Thursday, December 6, 2007

Scotia hikes dividend

The Bank of Nova Scotia (BNS) raised its dividend today by almost 5% to $0.47 / share. BNS has been raising its dividend twice annually for many years. The last raise for the Q3 2007 dividend was by almost 7%. Only raising by 5% this time around seems to be indicating an expectation by the bank for slower earnings growth in 2008.

Overall BNS has raised their dividend...:

+14% to 2006
+16% to 2007
...and I'm going to take the liberty to assume +10% to 2008 given this latest raise and a conservative estimate of a 4% raise for Q3 of 2008.

From their Investor Relations Dept:
Scotia's dividend policy is to relate dividends to the trend earnings, while ensuring that capital levels are sufficient for both growth and depositor protection. The Bank's dividend payout is currently in the range of 35 to 45% of net income.


Nurse B, 911 said...


It's definitely a rough life when these companies continuously raise their dividends and your original yield on the investment continues to climb :)

4Life said...

MG: Is there any sign of a mortgage/credit crisis in Canada like we have experienced in the U.S.? Put another way, do you see additional downside risk on the Canadian banks?

Best Wishes,

MG said...

hi brad,
It's nice isn't it? These are my favourite bits of news...

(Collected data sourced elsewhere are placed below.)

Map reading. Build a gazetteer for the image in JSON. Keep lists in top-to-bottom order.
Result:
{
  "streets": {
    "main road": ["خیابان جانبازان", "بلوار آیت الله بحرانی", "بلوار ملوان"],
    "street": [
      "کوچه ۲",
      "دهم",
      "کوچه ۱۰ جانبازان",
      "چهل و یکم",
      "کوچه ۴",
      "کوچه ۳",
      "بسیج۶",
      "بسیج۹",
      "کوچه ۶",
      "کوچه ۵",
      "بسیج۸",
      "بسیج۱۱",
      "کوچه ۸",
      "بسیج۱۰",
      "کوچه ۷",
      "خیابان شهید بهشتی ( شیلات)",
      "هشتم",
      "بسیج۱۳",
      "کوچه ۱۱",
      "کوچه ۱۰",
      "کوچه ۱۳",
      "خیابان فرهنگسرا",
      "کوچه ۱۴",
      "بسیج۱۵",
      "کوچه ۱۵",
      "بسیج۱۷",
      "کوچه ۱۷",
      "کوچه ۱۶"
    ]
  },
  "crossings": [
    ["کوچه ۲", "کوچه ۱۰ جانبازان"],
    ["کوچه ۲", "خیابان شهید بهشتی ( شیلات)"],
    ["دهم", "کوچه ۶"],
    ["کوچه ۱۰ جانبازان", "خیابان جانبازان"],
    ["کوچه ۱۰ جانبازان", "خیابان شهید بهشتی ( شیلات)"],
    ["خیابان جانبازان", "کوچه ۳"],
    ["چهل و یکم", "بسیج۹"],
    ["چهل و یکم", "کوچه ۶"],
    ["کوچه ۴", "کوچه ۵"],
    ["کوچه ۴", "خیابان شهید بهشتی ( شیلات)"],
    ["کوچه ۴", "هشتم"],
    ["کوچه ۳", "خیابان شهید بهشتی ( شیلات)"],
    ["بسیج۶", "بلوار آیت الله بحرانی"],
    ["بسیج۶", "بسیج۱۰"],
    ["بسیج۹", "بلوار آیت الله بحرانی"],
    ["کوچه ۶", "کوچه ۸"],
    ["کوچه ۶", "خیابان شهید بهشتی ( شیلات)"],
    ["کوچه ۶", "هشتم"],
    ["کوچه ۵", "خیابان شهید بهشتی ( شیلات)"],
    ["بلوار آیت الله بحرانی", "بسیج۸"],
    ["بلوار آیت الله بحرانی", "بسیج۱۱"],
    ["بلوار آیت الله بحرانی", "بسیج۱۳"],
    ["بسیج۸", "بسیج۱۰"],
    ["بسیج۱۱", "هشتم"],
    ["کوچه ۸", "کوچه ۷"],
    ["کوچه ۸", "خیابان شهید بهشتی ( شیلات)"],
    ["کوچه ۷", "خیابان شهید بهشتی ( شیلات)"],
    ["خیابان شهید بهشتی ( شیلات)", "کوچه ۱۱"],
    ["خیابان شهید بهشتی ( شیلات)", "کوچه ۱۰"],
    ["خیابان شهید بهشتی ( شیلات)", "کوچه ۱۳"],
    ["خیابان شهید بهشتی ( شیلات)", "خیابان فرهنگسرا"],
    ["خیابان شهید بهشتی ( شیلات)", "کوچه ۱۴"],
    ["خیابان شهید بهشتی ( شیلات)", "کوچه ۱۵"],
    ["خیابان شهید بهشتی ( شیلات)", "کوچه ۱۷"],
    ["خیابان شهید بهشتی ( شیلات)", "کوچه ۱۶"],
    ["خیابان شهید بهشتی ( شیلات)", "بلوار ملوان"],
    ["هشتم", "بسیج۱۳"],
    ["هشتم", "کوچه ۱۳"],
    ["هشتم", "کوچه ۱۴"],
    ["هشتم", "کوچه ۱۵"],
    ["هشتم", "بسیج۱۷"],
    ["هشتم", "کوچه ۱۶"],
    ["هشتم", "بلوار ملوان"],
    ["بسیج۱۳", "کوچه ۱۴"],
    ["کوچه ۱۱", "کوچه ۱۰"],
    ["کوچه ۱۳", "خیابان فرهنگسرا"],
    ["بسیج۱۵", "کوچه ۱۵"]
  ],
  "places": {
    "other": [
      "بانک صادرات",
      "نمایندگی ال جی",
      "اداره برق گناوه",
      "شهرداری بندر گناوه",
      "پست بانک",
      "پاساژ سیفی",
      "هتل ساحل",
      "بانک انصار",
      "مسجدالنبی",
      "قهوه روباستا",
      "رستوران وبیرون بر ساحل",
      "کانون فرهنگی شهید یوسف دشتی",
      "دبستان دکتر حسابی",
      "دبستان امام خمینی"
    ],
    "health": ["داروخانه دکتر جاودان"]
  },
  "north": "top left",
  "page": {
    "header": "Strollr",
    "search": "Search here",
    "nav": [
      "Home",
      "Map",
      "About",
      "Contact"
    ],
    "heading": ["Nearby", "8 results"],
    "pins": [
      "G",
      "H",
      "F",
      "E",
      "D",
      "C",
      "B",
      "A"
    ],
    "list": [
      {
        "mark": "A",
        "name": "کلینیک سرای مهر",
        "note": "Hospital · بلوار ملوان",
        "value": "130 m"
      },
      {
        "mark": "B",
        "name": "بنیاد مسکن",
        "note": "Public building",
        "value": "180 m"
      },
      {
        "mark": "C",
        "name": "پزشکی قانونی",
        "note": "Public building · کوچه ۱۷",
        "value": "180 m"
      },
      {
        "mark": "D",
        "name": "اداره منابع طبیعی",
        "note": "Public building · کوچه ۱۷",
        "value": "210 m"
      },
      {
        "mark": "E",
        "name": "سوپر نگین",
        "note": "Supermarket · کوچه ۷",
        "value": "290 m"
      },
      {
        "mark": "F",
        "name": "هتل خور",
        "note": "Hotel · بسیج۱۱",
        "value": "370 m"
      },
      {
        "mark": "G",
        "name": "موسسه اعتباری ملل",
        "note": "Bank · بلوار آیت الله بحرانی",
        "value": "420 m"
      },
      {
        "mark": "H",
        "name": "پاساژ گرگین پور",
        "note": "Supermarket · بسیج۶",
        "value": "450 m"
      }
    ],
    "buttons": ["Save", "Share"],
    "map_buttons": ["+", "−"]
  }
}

There is no sign of a mortgage crisis in Canada. I believe our lending standards are higher here. Also there has not been the degree of speculation that there has been in the U.S.

I don't see additional downside risk on Canadian Banks. Their growth is slowing but they are still pretty solid and participate in an oligopoly.

Anonymous said...

MG: I see you have BMO on your watch list. Are you still interested in that bank? They've flirted recently with their 3 year low...


MG said...

Hi Rick,
I've watched BMO for a while but for the premium they offer in yield I like BNS and RY that much better. I think people will do fine with BMO but their earnings growth will probably be weaker than BNS,RY, and TD in the short term.

Joe said...

What do you think of DB?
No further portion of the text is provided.